Stored data entries:
==*==

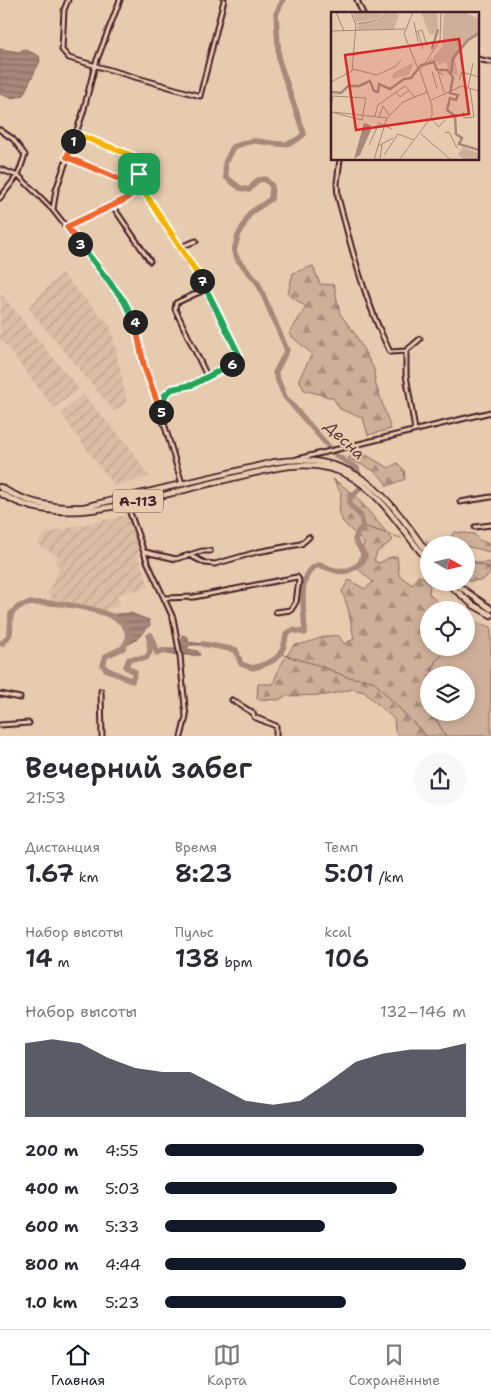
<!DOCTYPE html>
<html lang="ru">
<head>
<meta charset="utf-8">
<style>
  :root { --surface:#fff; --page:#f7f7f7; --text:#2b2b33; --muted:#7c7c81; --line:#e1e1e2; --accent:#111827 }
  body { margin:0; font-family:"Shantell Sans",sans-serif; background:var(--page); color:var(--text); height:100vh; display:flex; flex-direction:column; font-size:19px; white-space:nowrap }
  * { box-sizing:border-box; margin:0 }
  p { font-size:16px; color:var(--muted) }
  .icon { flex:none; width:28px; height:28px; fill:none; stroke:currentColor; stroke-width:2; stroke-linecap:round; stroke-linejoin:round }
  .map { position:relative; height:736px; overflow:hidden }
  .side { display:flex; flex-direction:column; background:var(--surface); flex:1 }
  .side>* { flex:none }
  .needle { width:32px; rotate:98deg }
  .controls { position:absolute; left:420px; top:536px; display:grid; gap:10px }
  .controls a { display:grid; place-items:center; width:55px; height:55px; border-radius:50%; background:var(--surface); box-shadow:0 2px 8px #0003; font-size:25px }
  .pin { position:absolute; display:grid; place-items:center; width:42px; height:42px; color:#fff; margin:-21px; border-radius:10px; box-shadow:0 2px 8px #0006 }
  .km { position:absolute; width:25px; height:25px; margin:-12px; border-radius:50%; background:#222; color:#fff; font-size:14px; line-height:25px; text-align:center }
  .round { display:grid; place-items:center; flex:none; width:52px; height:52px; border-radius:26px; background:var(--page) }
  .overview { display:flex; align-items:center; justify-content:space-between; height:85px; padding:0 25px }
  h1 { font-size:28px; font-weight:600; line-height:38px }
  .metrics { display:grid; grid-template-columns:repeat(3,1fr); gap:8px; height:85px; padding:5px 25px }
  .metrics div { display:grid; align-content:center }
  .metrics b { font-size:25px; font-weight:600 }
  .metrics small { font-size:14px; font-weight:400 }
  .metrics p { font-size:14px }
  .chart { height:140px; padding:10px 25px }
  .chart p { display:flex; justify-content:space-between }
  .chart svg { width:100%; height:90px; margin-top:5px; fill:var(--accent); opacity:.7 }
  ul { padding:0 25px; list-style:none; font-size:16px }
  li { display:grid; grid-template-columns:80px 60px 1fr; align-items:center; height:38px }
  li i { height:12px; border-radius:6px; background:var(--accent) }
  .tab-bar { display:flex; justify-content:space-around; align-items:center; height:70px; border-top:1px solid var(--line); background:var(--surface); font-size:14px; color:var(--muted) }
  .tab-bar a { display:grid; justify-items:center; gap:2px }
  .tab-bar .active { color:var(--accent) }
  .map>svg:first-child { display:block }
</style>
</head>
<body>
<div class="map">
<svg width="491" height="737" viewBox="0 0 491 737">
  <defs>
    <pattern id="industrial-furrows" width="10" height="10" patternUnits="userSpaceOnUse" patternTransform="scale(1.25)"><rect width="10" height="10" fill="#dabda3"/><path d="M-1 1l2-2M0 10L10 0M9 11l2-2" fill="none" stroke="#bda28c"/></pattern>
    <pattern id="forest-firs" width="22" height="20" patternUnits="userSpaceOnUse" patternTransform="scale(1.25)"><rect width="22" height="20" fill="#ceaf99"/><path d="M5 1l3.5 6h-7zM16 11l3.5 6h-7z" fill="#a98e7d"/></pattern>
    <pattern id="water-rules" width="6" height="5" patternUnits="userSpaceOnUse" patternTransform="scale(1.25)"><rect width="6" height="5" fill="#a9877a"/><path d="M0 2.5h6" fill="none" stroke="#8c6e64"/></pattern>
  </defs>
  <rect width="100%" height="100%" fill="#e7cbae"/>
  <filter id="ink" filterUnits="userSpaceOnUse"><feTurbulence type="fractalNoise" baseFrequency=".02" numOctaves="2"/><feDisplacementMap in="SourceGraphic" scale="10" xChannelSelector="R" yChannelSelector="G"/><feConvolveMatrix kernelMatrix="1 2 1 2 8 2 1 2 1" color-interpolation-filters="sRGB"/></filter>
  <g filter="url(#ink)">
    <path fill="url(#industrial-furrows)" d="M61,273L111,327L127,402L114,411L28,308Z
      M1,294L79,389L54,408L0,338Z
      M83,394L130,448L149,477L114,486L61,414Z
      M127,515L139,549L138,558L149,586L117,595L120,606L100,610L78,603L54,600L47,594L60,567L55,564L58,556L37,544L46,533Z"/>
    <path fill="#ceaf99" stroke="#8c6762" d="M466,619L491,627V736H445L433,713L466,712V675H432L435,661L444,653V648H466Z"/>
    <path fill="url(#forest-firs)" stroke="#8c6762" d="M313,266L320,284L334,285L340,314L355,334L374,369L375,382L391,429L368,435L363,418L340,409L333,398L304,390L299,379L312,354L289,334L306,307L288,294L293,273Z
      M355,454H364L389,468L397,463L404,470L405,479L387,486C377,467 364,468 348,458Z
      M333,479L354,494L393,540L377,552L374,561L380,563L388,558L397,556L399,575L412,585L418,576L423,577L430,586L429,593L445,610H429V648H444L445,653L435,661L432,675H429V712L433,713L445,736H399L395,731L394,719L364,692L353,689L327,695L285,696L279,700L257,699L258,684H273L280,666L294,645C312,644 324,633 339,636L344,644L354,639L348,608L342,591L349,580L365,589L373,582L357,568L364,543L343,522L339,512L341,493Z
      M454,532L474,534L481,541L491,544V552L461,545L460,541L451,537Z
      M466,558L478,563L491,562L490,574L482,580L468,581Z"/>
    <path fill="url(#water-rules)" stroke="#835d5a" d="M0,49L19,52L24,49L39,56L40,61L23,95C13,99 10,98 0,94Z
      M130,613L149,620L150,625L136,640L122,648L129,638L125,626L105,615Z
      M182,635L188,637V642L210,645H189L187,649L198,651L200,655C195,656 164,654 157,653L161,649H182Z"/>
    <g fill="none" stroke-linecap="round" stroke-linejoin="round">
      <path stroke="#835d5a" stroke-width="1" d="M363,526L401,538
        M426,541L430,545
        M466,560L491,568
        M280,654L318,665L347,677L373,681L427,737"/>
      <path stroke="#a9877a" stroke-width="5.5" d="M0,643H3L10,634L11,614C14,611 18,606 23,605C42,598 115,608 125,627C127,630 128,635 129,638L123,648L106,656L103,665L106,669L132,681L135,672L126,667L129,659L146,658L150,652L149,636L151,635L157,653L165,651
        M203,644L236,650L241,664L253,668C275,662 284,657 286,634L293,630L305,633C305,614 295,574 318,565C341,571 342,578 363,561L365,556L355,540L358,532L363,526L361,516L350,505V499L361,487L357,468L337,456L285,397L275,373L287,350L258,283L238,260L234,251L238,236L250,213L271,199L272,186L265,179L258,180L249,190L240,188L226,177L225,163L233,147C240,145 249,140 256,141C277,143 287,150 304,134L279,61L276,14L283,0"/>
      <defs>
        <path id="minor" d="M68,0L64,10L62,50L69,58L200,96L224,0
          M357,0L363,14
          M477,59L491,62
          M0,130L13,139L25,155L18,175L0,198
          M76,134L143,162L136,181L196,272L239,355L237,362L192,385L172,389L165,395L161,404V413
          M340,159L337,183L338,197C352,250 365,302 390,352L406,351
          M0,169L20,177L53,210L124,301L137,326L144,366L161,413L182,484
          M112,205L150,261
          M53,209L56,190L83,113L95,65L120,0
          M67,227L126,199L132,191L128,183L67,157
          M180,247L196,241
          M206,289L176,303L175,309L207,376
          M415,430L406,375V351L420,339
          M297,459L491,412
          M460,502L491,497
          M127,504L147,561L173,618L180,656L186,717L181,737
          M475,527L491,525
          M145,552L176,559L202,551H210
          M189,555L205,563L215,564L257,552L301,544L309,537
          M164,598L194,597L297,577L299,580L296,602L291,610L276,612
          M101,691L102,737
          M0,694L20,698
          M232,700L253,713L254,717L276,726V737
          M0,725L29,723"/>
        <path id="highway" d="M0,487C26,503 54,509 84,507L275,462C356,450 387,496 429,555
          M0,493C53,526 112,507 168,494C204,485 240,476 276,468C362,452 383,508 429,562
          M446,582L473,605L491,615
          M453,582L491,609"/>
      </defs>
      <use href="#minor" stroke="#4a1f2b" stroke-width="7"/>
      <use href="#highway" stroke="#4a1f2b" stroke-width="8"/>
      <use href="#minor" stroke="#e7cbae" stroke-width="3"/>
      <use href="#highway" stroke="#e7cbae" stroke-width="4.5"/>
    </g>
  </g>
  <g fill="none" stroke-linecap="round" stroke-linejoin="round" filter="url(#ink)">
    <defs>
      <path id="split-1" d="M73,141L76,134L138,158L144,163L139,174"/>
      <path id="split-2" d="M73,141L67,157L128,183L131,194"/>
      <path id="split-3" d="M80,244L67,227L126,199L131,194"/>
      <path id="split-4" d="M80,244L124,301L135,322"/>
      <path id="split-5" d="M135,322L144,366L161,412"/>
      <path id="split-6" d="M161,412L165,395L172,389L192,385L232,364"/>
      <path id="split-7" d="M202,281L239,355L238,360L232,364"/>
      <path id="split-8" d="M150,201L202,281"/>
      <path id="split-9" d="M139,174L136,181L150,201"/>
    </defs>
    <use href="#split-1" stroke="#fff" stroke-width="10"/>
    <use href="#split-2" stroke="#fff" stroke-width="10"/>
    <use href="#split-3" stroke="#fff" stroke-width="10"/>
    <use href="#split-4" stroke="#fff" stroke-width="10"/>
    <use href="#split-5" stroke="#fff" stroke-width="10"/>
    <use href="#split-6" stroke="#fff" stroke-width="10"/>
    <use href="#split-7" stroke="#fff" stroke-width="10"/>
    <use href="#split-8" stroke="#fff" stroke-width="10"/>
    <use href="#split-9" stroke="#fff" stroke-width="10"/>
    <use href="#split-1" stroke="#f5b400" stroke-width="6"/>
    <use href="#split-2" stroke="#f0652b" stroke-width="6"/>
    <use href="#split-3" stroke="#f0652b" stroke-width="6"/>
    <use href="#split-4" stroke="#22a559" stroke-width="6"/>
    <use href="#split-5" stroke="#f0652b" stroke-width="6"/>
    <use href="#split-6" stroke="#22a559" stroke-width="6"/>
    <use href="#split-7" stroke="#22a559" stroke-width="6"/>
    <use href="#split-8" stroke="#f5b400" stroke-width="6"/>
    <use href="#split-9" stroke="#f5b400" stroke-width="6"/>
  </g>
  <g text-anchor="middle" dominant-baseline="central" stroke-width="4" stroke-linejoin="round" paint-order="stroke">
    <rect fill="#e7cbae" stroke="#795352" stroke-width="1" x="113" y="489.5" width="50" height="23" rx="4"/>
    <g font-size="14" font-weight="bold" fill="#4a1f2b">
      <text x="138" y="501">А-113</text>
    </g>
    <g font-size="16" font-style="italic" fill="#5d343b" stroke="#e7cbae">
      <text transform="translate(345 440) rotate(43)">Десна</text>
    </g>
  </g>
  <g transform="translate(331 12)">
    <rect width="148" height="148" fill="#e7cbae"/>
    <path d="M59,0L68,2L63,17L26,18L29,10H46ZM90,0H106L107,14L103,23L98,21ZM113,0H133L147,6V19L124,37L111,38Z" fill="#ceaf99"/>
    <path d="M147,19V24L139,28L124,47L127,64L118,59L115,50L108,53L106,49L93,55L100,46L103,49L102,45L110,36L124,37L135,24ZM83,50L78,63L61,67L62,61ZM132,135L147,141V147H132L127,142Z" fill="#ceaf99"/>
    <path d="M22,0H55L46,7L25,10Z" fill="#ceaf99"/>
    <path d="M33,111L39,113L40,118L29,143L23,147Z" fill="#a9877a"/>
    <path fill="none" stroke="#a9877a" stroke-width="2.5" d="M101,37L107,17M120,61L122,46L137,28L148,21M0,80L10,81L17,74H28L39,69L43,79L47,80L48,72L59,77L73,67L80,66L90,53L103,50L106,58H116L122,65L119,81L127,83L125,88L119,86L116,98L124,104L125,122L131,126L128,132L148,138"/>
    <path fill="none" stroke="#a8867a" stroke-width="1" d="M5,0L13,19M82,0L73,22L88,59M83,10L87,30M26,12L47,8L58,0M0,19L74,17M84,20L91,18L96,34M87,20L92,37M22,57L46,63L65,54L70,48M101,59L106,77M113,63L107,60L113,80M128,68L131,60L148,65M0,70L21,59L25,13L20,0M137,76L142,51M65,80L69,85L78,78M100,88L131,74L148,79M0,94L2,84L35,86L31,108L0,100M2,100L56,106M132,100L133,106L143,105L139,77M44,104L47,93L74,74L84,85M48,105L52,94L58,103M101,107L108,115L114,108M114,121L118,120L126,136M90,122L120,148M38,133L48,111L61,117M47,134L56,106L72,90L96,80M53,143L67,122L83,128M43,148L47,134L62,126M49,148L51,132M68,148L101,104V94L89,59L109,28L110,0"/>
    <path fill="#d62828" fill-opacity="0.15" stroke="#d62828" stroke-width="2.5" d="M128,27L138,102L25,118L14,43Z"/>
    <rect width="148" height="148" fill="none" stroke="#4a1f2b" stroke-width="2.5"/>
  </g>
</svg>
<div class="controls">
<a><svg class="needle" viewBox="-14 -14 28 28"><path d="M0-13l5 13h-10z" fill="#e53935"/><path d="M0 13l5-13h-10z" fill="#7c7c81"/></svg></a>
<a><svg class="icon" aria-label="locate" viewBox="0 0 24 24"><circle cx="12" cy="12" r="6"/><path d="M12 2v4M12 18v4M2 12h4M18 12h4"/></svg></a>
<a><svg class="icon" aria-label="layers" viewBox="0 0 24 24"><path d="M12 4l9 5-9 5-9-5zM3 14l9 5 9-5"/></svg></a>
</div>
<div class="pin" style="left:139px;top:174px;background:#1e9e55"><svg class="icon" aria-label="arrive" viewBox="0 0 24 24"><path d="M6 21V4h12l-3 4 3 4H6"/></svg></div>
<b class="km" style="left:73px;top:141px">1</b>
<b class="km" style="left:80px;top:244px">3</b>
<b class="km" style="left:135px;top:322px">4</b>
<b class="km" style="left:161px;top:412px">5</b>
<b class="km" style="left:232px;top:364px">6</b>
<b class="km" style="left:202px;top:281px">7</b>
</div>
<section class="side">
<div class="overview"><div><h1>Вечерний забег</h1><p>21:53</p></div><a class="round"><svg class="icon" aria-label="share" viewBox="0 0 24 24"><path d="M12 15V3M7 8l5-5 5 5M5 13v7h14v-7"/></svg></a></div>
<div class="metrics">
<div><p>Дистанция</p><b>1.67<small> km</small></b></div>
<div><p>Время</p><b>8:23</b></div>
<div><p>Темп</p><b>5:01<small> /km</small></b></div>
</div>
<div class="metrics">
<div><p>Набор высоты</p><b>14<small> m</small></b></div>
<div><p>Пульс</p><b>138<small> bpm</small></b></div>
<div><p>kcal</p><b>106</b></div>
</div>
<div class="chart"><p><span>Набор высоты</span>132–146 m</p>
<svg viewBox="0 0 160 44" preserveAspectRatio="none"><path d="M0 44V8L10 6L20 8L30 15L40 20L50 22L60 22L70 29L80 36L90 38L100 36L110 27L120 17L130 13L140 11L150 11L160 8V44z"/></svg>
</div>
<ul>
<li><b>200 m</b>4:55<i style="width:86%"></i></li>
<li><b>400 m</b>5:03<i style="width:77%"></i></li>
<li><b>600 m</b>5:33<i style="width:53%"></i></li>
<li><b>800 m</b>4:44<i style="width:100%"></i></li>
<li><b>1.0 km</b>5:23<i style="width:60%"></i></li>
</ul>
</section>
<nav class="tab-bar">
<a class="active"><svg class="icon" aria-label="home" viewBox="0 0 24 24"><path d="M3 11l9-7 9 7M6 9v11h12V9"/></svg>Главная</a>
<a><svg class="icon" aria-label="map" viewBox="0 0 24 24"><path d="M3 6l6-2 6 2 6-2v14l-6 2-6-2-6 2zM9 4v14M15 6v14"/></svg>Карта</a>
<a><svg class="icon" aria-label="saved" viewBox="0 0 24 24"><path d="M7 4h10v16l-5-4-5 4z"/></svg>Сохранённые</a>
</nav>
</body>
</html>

==*==

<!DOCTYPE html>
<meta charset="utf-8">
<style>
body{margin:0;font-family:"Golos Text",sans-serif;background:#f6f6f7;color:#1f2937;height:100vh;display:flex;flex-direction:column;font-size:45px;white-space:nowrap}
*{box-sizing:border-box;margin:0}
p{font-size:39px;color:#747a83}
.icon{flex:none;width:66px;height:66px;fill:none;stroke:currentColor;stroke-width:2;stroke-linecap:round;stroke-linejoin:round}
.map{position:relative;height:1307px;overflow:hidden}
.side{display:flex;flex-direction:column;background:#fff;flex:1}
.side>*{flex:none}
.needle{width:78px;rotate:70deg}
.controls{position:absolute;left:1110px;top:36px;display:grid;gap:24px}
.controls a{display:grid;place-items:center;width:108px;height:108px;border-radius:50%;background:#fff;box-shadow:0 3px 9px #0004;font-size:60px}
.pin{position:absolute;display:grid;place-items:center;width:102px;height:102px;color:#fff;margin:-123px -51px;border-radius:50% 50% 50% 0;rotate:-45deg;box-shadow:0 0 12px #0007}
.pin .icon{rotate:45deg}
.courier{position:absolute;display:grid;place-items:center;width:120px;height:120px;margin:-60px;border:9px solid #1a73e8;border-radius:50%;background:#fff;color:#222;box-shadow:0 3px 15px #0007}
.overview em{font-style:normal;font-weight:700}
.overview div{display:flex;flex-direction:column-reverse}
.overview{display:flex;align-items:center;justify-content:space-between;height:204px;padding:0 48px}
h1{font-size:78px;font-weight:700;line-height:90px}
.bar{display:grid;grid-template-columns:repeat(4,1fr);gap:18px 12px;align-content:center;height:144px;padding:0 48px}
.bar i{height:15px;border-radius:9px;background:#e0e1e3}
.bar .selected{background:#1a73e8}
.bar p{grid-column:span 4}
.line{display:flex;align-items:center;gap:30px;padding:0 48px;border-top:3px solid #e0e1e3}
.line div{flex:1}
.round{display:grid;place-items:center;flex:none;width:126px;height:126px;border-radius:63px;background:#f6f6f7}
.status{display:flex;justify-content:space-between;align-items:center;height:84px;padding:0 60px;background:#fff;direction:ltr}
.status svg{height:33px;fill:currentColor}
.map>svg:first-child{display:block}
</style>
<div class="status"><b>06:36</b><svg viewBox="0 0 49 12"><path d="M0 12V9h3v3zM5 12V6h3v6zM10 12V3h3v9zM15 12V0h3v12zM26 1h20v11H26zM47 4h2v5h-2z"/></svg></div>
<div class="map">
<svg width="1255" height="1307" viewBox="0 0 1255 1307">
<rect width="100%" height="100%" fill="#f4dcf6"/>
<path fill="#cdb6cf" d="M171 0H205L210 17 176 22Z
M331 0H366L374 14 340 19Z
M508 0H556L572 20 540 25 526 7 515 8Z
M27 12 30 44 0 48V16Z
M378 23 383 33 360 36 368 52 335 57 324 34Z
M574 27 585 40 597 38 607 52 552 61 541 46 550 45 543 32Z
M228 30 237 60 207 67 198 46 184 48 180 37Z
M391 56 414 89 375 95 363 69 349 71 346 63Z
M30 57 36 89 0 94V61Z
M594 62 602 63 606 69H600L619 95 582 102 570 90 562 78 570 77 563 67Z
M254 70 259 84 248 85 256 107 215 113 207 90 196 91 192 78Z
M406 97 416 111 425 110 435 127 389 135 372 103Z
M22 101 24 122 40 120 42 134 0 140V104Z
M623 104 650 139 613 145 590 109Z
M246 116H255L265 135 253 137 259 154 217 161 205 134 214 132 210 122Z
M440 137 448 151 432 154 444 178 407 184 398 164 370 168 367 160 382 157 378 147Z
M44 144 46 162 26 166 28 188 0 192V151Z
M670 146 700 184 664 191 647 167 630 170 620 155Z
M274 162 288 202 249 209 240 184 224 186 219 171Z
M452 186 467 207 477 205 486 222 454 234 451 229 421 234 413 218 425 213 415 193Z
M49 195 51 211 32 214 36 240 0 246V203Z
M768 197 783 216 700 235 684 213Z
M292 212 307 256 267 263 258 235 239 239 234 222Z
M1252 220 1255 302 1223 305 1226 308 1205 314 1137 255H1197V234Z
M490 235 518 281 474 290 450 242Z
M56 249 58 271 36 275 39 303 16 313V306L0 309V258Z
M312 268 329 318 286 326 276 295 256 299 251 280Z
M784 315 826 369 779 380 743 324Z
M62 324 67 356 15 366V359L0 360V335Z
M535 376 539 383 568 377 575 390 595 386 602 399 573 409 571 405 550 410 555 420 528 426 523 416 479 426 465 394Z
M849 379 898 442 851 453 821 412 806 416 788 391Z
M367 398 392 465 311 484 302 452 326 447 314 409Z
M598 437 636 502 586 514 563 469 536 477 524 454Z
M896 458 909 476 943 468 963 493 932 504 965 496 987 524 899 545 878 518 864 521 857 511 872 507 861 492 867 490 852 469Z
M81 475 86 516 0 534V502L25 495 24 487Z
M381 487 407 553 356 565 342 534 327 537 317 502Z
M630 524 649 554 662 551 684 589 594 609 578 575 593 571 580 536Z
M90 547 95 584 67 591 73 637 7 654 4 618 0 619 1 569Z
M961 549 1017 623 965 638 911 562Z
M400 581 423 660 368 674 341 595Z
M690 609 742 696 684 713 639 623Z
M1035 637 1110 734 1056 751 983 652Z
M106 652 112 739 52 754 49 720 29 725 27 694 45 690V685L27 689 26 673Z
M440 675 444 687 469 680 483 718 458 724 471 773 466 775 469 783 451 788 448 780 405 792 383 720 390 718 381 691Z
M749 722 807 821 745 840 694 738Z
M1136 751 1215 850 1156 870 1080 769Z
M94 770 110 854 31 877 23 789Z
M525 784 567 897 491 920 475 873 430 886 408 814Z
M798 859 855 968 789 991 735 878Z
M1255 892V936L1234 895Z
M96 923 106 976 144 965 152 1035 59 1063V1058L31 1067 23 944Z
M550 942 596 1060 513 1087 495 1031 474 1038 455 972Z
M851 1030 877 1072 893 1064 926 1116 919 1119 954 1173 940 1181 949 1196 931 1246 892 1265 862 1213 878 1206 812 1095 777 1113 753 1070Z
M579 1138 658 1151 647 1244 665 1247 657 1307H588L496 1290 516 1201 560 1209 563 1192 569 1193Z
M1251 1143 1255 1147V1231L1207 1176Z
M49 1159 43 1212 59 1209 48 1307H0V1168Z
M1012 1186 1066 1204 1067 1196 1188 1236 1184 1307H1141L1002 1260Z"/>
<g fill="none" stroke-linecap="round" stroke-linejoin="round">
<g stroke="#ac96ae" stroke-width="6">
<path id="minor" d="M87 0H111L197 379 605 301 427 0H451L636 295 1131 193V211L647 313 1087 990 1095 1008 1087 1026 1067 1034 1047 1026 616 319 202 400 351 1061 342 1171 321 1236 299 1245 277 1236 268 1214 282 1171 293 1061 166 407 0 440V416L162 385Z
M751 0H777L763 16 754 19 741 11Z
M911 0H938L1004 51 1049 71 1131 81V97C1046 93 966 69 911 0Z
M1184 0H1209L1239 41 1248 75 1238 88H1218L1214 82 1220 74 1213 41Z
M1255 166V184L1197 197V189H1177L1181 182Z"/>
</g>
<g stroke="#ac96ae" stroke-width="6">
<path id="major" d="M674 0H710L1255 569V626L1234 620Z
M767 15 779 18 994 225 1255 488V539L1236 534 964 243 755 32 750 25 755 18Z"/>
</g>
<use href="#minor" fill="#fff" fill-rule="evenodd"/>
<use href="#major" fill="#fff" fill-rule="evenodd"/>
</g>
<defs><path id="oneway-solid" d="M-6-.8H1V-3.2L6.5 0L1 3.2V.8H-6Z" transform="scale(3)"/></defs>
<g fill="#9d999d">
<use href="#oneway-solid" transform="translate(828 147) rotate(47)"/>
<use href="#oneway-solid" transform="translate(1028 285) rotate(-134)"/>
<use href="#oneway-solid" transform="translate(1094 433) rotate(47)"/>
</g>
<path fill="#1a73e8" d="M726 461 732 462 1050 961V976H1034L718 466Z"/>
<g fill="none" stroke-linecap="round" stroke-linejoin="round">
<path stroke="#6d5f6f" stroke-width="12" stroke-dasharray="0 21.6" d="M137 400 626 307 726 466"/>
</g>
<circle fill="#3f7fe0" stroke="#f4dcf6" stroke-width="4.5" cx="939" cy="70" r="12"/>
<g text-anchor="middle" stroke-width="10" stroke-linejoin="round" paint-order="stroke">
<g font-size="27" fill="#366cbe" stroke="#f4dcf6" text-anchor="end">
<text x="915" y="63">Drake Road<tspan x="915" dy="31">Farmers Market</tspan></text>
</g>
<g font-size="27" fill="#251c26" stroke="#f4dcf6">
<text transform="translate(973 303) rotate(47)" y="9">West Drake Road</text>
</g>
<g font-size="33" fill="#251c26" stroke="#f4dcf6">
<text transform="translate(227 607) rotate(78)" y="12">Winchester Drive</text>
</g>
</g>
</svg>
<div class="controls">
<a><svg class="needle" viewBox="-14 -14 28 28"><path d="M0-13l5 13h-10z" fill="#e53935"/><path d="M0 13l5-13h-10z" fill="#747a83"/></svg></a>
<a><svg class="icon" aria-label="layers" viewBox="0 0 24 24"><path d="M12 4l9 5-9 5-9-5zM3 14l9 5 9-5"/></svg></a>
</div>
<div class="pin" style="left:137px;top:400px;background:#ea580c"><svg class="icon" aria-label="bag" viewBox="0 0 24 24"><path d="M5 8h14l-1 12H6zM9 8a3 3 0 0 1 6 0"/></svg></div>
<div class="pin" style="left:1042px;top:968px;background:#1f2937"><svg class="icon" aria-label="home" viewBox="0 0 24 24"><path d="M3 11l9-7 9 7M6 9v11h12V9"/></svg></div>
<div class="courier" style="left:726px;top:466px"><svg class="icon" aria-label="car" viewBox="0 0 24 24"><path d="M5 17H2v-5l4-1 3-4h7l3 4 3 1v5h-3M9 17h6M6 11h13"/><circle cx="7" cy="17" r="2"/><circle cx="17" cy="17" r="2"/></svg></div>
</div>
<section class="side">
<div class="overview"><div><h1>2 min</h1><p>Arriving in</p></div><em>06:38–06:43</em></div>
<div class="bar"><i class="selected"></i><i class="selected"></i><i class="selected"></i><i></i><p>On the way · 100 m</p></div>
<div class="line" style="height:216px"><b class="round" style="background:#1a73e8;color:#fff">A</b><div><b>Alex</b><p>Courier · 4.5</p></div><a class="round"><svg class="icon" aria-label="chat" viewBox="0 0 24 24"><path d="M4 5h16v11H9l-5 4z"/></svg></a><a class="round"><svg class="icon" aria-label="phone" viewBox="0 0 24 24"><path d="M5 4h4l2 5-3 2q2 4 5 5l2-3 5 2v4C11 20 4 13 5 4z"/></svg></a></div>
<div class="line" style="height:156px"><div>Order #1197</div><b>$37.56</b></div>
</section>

==*==

> WORK INSTRUCTION
The word is "sizing". Copy every line above where it appears.

> ANSWER TO THE EXERCISE
  * { box-sizing:border-box; margin:0 }
*{box-sizing:border-box;margin:0}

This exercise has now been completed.